PSA member and psychology and journalism junior Natasha Chughati said events such as Pakistani Student Association Night are a great way to bring University students and the Pakistani community closer together.

“We’re a small community, but we feel stronger when we come together,” she said.

Chughtai said PSA has played a big role in her life at the University.

“My parents were actually PSA (members). It’s kind of a tradition,” she said.

Ali Siddiqui, PSA vice president and mechanical engineering graduate student, said events such as Pakistani Student Association Night help draw more people to the organization.

“PSA members are increasing. More people are coming and there’s more active participation,” he said.

The event also featured a community organization called the Global Council of Pakistan.

The group focuses on sending money back to Pakistan for community programs.

Siddiqui, a member of both organizations, said GCP, founded by University students, is important to PSA and the Pakistani community.

“We are working for a women’s vocational school project,” Siddiqui said.

In addition, GPC is raising money for a school and collecting old children’s books for a book bank.

Haroon Sheikh, PSA president and electrical engineering graduate student, said the association has a unique objective on campus – trying to show students what Pakistani culture is.

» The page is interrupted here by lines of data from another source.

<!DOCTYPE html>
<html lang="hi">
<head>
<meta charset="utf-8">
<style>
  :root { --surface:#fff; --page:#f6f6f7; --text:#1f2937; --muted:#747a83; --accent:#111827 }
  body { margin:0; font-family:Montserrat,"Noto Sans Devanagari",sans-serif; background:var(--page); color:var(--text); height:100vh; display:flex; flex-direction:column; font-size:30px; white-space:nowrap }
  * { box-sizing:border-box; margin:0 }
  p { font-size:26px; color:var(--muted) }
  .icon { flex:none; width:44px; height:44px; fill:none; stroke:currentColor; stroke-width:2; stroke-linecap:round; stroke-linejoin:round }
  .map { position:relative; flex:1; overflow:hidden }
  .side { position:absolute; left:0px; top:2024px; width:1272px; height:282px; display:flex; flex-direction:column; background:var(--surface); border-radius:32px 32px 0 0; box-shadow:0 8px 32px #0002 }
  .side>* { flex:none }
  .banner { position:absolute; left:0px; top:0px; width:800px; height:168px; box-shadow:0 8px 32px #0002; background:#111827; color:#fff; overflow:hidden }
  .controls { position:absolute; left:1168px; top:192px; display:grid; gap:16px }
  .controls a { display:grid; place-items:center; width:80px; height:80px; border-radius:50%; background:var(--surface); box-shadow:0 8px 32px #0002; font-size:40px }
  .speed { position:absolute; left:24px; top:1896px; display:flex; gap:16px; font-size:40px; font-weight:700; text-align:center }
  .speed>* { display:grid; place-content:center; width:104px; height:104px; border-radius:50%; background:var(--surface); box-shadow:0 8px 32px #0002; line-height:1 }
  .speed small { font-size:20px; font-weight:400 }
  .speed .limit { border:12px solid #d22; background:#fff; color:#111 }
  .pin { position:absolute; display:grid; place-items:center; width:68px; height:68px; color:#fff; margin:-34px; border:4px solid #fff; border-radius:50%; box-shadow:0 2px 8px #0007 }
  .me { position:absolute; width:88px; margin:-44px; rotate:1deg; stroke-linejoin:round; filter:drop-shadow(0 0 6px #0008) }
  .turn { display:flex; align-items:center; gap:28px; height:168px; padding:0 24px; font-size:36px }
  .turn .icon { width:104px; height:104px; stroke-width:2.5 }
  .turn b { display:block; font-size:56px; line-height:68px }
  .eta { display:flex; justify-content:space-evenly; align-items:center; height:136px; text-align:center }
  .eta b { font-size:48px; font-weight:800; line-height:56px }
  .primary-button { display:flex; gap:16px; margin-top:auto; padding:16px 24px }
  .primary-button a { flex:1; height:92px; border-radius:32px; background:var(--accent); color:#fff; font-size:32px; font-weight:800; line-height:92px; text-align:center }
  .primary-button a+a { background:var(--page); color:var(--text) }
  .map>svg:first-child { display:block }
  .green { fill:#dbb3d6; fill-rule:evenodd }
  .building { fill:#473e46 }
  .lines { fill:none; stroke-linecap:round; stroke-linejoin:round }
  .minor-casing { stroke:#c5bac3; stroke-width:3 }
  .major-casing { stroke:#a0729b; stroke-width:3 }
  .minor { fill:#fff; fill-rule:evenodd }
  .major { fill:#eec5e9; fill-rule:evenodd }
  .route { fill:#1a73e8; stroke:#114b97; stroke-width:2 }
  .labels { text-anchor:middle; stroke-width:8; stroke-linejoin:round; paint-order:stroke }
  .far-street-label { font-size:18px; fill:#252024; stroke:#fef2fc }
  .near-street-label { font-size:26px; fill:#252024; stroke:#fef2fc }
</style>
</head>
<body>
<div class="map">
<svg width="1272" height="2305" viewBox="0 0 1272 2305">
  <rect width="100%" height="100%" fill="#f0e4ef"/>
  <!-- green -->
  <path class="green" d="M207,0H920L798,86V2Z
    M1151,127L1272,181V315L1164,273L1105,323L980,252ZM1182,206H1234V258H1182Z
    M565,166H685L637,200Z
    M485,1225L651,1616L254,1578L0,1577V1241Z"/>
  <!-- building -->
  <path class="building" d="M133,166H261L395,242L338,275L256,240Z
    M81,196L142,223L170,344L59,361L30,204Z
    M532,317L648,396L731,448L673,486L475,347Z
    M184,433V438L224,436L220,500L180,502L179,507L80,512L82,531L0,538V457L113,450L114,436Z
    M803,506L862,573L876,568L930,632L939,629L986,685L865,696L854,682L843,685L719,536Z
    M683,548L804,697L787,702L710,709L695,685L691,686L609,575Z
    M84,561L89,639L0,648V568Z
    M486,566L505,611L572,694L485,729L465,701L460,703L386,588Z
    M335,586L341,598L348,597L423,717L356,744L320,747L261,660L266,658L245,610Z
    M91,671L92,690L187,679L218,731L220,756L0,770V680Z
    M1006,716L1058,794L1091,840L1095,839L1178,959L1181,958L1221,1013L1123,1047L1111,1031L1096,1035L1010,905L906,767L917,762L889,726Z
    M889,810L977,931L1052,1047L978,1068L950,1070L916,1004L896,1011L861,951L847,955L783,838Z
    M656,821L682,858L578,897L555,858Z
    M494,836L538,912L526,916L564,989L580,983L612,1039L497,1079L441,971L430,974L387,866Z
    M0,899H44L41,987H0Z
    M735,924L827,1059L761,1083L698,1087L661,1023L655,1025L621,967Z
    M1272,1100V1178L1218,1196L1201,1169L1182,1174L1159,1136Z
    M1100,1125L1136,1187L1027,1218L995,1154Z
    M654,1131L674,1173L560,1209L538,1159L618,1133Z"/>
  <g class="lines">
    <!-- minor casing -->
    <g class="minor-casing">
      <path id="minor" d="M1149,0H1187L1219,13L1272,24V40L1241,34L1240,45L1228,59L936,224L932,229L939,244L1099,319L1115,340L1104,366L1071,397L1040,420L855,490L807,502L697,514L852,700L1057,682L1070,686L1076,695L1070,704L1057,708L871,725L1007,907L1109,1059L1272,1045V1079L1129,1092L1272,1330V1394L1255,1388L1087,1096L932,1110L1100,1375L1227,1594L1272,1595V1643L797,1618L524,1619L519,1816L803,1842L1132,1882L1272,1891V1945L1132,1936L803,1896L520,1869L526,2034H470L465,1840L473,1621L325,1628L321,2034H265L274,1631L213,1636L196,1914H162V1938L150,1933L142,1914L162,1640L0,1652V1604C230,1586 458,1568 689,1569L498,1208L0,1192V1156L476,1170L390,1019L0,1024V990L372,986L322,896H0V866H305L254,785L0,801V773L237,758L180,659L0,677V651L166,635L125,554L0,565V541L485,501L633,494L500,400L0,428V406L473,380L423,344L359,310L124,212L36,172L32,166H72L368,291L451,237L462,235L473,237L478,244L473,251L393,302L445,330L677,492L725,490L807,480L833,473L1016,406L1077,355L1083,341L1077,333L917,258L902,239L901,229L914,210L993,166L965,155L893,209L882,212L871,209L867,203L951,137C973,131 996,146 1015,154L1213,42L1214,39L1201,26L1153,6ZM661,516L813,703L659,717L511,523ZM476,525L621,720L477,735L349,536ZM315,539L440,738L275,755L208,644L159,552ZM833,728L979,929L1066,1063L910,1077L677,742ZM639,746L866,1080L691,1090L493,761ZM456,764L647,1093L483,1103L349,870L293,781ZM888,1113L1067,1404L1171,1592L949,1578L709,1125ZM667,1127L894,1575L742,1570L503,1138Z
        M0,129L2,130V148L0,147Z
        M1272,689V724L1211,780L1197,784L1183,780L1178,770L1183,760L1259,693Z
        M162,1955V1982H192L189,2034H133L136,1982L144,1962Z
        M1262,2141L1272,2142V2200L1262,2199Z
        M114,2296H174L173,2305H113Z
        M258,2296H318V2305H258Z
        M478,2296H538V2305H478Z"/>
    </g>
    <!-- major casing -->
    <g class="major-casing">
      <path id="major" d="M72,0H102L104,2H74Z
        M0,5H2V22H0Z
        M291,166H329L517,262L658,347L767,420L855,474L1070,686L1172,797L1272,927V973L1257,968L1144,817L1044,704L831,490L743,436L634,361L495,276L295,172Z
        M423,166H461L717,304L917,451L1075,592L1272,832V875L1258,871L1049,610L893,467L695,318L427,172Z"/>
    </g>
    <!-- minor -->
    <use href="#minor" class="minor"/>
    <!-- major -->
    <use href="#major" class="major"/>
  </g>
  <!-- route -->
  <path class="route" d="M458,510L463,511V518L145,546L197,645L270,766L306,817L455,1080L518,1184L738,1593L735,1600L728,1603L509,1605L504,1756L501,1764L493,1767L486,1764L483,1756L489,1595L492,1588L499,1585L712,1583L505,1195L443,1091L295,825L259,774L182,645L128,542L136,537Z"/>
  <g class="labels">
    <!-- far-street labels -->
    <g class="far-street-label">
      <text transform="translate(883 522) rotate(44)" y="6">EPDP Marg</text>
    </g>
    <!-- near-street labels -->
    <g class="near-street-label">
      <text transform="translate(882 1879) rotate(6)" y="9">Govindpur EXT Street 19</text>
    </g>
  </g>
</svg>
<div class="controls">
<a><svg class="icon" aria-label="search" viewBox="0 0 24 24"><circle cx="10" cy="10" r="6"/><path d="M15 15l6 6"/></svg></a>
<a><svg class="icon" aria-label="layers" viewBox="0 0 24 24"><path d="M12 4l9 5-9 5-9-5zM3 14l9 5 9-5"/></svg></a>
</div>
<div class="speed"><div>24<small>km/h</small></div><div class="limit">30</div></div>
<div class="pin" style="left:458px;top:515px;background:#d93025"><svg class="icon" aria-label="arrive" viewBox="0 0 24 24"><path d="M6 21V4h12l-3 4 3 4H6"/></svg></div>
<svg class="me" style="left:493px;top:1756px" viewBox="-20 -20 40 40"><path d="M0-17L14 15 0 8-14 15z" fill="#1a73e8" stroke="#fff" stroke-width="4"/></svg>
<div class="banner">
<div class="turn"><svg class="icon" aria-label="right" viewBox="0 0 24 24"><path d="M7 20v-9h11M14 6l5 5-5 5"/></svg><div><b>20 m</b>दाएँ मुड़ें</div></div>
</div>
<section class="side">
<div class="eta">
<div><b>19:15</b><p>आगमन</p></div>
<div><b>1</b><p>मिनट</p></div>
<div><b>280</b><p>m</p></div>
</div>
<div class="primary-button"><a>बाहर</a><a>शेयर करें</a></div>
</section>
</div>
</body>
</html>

On Saturday, the group performed a mock wedding ceremony for the crowd in traditional Pakistani style, called a Mehndi.

The ceremony usually takes all day and features dancing by both the bride’s and groom’s side of the family.

Also, in accordance with Pakistani culture, the event was alcohol-free to respect Islam’s religious restrictions.

Children from the Pakistani community danced and modeled traditional Pakistani attire.

The boys were dressed in long white shirts and pants, called “shalwar kurtha.” They wore green scarves, called “dupettas,” around their waists to represent Pakistan’s colors.

The girls were dressed in colorful, long flowing skirts called “lenghas.”

Their performance drew cheers from the crowd.

Sheikh said that in addition to informing students of the Pakistani culture, PSA works to help recently immigrated Pakistani students become familiar with life in the United States.

“We help them in their accommodations when they come here,” he said.

Ahmed Siddiqui, a computer science junior from Luther College in Iowa, said he admires the University’s group for its community involvement and organization.

Siddiqui said he and a friend traveled to the Twin Cities for the occasion and were excited to see their PSA friends.

Siddiqui said his school does not have many Pakistani students, so he comes to events on the University’s Twin Cities and Duluth campuses instead.

He said attending these events has inspired him to take action at his own school.

“We just started the Muslim Student Association at Luther – we will have a PSA soon,” he said.